Книга вышла в начале 1927 года в Берлине в издательстве "Медный всадник". Ее ждал безусловный успех.
Но тут среди ясного апрельского неба грянул крайне неприятный первый гром: в Гельсингфорсе объявился сбежавший из Советского Союза чекист, одна из центральных трестовских фигур Александр-Эдуард Опперпут (Стауниц). Он выступил с разоблачением грандиозной провокации Лубянки, показал как, кем и с какой целью был "Трест" организован, и тем самым, перечеркнул весь смысл шульгинской книги.
"Я купался, - вспоминал Василий Витальевич, - в цветах своего красноречия и в нектаре своей скоро проходящей славы. Фортуна, богиня счастья, остановилась на своем колесе; послушала меня и засмеялась. Потом колесо завертелось, моя циклоида закрутилась, и я покатился: с высоты славы в долины насмешки..."

Трудно сказать, по кому история с "Тремя столицами" и "Трестом" ударила сильнее. В результате провалов и разоблачений в эмигрантском сообществе постепенно стала накапливаться критическая масса недоверия ко всему подряд - к высказываниям политиков и газетным статьям, ко всевозможным публичным заявлениям. Это была информационная усталость от перекрестных разоблачений.
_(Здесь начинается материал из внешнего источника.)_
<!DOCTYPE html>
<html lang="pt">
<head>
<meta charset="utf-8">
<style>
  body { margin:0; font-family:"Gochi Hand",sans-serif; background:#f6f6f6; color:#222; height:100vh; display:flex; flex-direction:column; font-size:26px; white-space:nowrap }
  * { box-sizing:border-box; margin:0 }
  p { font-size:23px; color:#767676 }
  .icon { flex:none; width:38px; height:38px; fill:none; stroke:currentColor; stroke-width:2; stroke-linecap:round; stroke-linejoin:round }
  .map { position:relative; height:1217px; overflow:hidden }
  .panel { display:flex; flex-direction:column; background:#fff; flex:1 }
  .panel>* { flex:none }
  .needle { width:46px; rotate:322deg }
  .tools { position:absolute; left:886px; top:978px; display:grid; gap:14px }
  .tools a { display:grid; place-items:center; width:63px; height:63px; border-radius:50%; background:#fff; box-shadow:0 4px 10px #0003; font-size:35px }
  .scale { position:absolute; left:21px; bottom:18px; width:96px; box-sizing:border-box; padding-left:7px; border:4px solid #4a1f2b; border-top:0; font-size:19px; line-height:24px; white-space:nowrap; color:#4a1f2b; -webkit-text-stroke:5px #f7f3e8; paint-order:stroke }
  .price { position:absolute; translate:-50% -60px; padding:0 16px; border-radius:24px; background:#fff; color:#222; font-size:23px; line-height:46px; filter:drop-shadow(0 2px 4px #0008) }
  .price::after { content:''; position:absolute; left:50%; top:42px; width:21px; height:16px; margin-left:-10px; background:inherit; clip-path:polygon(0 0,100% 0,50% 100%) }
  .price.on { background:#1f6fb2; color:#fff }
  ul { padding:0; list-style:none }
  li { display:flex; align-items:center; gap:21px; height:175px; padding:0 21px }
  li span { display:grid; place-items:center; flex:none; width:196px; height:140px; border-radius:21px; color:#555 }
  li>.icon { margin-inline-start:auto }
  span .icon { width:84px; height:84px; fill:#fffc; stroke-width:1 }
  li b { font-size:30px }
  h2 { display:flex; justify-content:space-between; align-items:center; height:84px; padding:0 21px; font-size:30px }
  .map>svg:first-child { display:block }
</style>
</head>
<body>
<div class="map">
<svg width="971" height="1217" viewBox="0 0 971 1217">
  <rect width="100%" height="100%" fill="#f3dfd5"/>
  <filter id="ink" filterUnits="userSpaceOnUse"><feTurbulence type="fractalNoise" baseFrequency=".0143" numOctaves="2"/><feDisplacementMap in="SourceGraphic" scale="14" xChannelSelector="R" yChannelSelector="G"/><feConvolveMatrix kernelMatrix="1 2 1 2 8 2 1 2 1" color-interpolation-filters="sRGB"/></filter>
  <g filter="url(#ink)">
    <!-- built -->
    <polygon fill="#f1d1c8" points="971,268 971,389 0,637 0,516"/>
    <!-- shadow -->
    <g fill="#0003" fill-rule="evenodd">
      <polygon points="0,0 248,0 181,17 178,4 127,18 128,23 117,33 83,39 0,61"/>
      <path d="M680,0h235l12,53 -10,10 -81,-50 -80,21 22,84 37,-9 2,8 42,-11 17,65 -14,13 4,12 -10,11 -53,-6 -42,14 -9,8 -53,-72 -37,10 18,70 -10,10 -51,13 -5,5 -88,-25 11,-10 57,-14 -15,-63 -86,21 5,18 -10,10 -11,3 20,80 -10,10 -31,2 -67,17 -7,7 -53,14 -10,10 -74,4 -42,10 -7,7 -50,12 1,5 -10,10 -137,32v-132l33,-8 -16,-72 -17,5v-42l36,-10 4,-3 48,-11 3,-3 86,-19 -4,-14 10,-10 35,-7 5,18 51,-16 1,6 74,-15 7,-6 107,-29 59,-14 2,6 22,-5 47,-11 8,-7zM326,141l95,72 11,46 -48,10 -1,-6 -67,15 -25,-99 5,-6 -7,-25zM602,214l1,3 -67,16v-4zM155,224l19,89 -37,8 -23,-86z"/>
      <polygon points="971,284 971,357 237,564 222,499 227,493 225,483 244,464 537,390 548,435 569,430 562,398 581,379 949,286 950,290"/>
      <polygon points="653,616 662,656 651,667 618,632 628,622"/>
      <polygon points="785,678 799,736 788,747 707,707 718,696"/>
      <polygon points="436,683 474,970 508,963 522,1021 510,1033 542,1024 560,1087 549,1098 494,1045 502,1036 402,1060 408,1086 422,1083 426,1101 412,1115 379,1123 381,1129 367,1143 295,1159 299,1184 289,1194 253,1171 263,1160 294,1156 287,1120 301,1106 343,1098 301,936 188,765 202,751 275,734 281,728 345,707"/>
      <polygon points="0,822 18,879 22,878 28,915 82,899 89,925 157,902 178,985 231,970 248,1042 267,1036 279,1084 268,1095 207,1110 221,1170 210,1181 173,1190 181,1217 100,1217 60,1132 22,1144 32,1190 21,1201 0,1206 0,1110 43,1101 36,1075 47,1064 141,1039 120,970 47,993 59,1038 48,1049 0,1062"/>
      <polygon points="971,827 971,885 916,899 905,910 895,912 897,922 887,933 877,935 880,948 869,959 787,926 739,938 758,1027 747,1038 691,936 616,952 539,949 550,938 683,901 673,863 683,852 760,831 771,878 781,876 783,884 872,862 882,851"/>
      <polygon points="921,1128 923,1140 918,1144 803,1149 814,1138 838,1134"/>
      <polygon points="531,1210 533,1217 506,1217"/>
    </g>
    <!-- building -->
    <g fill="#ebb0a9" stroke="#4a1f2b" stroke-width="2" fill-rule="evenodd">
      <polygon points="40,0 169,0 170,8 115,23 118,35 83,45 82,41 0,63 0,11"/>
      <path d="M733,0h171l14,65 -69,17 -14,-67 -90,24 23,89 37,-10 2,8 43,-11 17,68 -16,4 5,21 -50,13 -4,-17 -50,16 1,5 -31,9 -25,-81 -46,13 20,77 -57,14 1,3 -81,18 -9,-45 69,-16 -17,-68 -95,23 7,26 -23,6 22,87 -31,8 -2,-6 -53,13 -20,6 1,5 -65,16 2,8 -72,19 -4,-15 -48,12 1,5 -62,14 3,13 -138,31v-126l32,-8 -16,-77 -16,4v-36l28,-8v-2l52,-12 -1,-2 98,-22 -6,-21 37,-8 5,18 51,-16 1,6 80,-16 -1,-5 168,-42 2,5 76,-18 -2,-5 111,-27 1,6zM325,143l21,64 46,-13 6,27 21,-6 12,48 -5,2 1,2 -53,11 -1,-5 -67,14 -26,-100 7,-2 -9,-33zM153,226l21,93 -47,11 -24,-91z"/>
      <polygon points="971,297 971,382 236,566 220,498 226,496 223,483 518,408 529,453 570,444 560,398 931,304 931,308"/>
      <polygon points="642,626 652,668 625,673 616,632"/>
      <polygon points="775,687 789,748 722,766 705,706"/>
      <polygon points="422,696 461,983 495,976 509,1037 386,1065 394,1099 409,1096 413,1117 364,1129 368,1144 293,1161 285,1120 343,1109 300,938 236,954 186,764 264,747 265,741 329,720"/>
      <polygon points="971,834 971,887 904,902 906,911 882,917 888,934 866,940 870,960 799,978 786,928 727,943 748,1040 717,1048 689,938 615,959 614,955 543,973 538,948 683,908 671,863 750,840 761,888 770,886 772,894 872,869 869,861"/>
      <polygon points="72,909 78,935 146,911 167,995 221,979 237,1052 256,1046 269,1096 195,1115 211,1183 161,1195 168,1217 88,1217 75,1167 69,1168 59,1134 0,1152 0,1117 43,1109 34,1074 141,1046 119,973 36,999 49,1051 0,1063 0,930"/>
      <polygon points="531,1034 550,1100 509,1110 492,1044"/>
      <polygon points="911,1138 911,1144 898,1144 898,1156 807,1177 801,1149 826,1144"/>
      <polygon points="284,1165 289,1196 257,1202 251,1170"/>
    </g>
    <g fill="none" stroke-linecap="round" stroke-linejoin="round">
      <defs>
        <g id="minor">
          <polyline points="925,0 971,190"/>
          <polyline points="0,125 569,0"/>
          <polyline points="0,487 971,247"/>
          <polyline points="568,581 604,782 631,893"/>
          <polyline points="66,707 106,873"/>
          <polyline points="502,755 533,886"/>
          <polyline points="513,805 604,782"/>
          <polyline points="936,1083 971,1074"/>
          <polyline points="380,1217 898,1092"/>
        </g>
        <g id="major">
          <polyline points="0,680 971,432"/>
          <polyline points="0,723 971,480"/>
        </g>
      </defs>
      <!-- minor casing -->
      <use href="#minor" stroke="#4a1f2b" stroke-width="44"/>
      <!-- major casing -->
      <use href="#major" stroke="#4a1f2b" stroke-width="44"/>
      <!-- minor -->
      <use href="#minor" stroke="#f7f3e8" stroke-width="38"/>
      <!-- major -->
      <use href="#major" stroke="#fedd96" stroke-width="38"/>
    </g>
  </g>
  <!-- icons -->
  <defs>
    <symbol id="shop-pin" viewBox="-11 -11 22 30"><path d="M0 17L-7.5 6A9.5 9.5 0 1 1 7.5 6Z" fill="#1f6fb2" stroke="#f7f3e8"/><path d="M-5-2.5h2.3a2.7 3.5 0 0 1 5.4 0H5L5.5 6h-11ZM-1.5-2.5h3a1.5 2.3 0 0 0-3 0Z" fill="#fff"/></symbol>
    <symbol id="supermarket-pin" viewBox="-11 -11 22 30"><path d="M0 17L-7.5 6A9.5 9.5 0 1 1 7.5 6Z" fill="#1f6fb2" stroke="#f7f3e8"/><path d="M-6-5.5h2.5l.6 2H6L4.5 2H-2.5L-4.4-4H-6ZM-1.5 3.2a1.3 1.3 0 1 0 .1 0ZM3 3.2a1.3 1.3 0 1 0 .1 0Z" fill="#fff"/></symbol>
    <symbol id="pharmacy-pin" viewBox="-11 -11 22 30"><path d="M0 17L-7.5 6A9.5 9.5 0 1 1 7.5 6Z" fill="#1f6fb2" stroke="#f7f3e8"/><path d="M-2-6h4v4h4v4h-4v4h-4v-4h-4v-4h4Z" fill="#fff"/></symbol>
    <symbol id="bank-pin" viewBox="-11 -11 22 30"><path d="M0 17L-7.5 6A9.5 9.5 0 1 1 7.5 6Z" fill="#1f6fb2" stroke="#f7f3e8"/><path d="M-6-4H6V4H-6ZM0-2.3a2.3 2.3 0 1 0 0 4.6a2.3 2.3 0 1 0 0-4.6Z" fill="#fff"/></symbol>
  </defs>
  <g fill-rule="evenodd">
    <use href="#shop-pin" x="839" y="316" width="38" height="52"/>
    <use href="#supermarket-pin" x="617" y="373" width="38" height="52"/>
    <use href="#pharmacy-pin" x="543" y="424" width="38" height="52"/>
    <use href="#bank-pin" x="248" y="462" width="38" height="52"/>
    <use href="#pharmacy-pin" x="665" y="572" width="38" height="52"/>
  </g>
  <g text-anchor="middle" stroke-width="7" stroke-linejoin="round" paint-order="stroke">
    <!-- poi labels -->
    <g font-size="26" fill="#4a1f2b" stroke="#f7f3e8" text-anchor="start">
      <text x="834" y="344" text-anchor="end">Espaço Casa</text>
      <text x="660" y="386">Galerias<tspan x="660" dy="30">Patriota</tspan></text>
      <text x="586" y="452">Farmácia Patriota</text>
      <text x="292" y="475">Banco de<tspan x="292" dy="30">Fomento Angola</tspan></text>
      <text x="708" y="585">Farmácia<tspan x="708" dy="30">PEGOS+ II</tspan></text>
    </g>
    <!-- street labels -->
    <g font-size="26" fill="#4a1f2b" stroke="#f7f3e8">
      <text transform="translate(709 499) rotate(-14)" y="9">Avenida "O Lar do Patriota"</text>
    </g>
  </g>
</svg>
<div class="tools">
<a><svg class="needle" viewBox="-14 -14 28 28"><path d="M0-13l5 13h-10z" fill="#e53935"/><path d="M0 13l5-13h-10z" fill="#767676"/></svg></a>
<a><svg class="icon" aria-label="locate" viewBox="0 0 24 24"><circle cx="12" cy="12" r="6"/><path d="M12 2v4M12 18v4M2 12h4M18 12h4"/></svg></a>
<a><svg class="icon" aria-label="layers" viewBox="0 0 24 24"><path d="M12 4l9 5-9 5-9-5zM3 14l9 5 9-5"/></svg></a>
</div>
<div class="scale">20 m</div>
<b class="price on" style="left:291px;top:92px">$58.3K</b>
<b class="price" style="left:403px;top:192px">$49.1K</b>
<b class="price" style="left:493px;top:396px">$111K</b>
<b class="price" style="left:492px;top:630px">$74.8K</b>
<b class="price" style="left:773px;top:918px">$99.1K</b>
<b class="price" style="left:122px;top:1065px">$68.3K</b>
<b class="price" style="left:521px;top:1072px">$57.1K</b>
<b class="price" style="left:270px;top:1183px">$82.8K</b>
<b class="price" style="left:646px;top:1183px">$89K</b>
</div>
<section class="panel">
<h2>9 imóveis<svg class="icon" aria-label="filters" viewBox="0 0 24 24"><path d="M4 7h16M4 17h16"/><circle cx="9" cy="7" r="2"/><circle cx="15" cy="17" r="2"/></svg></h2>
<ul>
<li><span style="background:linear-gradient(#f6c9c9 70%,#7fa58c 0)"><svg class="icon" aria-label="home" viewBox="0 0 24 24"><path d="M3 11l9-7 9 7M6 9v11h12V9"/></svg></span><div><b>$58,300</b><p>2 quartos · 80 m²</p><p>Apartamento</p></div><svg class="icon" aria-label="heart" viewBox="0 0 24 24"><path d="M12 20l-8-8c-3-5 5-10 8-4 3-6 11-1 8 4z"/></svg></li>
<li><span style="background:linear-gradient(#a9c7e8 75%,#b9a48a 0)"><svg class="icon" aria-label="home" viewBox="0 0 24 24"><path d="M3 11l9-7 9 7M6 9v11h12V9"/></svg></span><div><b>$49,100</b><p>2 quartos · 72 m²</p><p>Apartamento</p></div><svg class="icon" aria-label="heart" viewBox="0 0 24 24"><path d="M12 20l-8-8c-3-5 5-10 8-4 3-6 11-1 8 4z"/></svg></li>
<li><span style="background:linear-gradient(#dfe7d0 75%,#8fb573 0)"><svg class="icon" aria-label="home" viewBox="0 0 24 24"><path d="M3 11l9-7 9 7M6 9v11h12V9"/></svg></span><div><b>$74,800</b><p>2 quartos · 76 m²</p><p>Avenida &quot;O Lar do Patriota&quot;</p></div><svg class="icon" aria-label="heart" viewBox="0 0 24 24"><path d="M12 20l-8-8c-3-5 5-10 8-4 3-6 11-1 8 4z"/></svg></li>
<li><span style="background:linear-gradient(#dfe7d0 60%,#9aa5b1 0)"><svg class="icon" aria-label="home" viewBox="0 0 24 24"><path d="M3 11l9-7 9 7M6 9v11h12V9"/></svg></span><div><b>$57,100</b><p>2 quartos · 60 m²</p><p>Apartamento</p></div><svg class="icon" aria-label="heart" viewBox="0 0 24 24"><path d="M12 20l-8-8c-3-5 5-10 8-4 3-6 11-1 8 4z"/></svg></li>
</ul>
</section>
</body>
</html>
Доверия не осталось, и в ситуации общественной контуженности ГПУ с легкостью плело и расставляло свои силки. Одной из чекистских побед стал уход с политической арены непримиримых антибольшевиков журналиста Владимира Бурцева и историка Сергея Мельгунова. Слишком долго они будоражили беженский покой поисками большевистских провокаторов, пристально всматривались - а главную провокацию разглядеть не сумели.
Провал "Трех столиц" деморализовал не только диаспору, сорвалась и остроумная спецоперация Москвы. Приходилось искать новые способы разложения врага. А что если сохранить схему неизменной, но наполнить ее новым содержанием? Нельзя ли провал с Шульгиным обратить в победу? И у кого-то в прокуренном московском кабинете появилась на устах вельзевулова усмешка.

. Часть вторая 

Когда подростком читаешь Ильфа и Петрова, налет антисоветскости почти не заметен: тебе просто весело от лихого изображения нашей дурацкой жизни.
Набоков хорошо объяснил: соавторы нашли остроумный ход, выбрав героем - жулика, а жулику, по законам жанра, не просто позволено, но даже вменено в образ заходить за черту и нарушать правила.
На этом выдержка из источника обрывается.